━━━ Exercise data

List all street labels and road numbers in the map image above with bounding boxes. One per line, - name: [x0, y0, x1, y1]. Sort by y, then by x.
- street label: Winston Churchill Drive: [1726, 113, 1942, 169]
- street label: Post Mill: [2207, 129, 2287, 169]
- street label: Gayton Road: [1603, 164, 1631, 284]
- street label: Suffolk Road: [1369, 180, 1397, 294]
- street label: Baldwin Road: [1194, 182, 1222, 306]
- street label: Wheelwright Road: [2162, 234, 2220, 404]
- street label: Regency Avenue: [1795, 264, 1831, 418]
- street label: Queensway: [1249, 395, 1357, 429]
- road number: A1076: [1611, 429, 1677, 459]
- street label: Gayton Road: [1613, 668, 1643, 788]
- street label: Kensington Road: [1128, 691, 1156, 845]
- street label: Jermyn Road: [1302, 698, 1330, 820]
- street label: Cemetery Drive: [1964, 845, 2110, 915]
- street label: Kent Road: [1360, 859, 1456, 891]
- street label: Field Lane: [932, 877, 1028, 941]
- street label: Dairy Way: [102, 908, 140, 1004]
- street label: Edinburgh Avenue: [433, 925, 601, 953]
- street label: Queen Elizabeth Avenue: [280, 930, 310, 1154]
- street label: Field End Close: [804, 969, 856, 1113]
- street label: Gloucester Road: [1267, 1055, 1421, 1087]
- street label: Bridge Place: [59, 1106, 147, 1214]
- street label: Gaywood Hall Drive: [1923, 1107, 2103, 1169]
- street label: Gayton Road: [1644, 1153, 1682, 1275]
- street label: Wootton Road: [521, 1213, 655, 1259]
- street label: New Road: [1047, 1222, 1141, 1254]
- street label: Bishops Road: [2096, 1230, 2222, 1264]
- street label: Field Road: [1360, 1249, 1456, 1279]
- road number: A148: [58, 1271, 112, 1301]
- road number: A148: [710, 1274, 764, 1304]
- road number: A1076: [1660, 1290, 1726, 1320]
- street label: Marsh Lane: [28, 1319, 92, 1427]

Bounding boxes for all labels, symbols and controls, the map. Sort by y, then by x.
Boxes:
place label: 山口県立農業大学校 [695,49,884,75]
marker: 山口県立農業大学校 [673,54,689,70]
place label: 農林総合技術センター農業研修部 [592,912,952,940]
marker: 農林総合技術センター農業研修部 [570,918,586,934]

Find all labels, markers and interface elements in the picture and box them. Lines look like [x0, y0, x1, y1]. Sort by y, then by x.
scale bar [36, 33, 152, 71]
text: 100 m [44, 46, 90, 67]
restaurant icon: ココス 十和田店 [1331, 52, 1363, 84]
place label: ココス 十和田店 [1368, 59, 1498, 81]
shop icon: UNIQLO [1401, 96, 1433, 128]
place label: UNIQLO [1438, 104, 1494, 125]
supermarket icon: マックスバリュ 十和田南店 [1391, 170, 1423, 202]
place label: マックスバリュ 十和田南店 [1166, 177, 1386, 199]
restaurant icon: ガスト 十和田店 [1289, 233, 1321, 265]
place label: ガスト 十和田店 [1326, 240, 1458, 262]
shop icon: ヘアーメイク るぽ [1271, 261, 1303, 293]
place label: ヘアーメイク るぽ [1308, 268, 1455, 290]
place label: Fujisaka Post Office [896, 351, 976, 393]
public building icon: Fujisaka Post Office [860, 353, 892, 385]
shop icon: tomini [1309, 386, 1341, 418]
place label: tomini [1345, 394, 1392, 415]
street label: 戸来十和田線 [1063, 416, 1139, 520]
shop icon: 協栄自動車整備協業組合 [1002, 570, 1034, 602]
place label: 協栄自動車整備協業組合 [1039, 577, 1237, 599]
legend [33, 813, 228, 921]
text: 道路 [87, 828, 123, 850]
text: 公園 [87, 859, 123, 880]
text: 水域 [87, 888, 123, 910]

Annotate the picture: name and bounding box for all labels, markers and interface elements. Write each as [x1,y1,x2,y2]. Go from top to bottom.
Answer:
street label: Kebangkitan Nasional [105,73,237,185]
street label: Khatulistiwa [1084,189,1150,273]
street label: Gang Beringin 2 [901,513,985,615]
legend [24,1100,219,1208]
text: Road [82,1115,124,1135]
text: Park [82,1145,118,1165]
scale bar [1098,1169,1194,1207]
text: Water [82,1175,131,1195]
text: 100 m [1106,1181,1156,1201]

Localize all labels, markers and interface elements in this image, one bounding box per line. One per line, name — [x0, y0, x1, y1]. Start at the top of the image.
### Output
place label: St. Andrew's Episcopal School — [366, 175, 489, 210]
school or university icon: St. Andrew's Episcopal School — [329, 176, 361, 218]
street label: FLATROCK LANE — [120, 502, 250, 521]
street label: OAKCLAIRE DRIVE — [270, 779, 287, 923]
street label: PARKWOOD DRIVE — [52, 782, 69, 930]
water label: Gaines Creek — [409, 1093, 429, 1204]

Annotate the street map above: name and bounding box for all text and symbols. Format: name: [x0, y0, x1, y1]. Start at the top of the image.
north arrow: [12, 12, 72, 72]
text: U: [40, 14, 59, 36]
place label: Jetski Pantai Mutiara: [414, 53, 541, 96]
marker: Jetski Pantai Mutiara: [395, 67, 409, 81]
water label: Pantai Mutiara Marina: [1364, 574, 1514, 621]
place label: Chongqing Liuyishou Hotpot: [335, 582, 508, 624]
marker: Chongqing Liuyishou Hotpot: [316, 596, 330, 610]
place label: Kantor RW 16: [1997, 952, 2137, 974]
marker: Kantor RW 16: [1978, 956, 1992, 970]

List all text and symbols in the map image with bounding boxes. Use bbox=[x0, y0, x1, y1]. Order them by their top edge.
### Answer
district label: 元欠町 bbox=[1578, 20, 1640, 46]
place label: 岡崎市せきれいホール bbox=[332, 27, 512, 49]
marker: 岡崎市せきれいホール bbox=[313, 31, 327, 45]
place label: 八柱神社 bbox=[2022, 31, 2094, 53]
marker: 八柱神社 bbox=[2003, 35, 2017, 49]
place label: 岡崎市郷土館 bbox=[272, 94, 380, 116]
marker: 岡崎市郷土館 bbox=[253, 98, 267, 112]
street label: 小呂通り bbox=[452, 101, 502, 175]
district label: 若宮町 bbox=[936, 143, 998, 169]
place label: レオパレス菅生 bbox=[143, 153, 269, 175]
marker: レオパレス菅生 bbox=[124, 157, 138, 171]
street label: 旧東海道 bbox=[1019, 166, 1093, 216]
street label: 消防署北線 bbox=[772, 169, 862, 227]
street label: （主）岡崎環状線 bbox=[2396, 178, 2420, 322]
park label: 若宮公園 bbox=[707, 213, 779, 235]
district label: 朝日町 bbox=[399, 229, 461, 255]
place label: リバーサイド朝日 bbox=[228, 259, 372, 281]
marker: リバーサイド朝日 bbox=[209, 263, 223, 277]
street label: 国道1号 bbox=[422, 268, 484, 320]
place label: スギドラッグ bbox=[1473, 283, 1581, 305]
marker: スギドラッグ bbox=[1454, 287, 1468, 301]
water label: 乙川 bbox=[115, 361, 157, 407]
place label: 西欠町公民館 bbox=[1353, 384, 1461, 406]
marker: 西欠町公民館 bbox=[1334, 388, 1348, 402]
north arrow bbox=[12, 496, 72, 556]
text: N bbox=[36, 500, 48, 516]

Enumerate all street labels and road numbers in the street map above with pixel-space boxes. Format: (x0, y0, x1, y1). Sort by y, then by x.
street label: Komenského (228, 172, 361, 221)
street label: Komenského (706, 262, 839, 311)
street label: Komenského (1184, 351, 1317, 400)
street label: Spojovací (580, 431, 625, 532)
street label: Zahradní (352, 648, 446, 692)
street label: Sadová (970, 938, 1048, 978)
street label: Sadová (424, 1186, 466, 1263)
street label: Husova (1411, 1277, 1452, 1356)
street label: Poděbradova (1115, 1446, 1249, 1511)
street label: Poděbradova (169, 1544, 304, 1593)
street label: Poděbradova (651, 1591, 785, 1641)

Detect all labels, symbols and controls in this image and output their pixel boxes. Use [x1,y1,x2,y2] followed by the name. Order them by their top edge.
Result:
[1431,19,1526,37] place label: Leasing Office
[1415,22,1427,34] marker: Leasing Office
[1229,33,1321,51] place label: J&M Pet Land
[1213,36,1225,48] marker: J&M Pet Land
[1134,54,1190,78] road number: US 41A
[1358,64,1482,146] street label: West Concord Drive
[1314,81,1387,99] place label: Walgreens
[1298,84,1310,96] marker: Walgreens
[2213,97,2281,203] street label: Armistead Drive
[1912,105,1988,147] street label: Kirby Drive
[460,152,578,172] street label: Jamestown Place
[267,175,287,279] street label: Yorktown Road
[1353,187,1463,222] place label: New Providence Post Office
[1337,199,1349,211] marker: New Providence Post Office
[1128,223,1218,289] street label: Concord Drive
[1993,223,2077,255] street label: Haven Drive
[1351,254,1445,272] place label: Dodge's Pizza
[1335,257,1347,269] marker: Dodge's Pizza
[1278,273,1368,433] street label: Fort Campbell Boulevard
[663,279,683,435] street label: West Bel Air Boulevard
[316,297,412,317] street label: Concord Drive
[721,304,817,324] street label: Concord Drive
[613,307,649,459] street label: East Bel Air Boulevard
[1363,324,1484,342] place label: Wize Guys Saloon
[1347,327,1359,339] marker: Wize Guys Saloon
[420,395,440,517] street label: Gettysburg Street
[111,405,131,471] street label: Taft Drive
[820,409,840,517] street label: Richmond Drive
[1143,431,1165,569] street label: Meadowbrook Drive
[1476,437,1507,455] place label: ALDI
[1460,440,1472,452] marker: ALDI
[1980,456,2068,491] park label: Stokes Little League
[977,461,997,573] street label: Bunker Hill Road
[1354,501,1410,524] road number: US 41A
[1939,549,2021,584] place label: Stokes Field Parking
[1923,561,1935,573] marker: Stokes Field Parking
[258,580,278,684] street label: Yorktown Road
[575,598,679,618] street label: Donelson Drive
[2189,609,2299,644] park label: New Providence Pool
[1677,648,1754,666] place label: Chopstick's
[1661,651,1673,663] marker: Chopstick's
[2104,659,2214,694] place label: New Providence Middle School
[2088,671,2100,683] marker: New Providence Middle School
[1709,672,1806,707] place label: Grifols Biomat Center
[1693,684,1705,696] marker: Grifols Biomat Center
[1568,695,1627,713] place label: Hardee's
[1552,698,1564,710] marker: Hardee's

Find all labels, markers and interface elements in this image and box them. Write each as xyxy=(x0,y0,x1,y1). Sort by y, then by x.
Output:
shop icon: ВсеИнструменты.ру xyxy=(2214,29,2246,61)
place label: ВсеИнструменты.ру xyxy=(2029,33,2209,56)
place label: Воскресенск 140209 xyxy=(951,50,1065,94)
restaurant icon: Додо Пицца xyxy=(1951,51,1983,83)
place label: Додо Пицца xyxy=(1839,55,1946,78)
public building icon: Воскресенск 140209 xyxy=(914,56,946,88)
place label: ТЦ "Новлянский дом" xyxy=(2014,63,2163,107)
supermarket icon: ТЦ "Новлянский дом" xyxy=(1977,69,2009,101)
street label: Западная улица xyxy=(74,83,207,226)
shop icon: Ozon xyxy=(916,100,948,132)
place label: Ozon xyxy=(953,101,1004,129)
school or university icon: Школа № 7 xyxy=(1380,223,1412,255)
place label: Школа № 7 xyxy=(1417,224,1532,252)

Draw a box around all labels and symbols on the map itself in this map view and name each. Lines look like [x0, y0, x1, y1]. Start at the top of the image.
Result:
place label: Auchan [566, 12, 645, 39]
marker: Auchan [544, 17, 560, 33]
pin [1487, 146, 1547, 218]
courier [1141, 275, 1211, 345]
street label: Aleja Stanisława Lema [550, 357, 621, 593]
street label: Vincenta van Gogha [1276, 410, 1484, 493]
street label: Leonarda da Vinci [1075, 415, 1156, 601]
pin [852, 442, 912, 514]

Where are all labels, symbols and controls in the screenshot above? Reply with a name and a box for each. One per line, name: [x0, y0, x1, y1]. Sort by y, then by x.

━━━━━━

Identify the lines of the entries containing the string "this". Copy each such line.

Localize all labels, markers and interface elements in this image, one bounding box per line. One per line, name — [x0, y0, x1, y1]. Start at the top of the image.
Detect all labels, symbols and controls in this image and output their pixel boxes. Use [x1,y1,x2,y2] followed by the name. Order them by their top edge.
Find all labels, markers and interface elements in this image and box them. Write each as xyxy=(x0,y0,x1,y1). Sort by y, then by x.
Draw a box around all labels and symbols on the map itself in this map view and name each. Lines look like [x0, y0, x1, y1]. Start at the top of the image.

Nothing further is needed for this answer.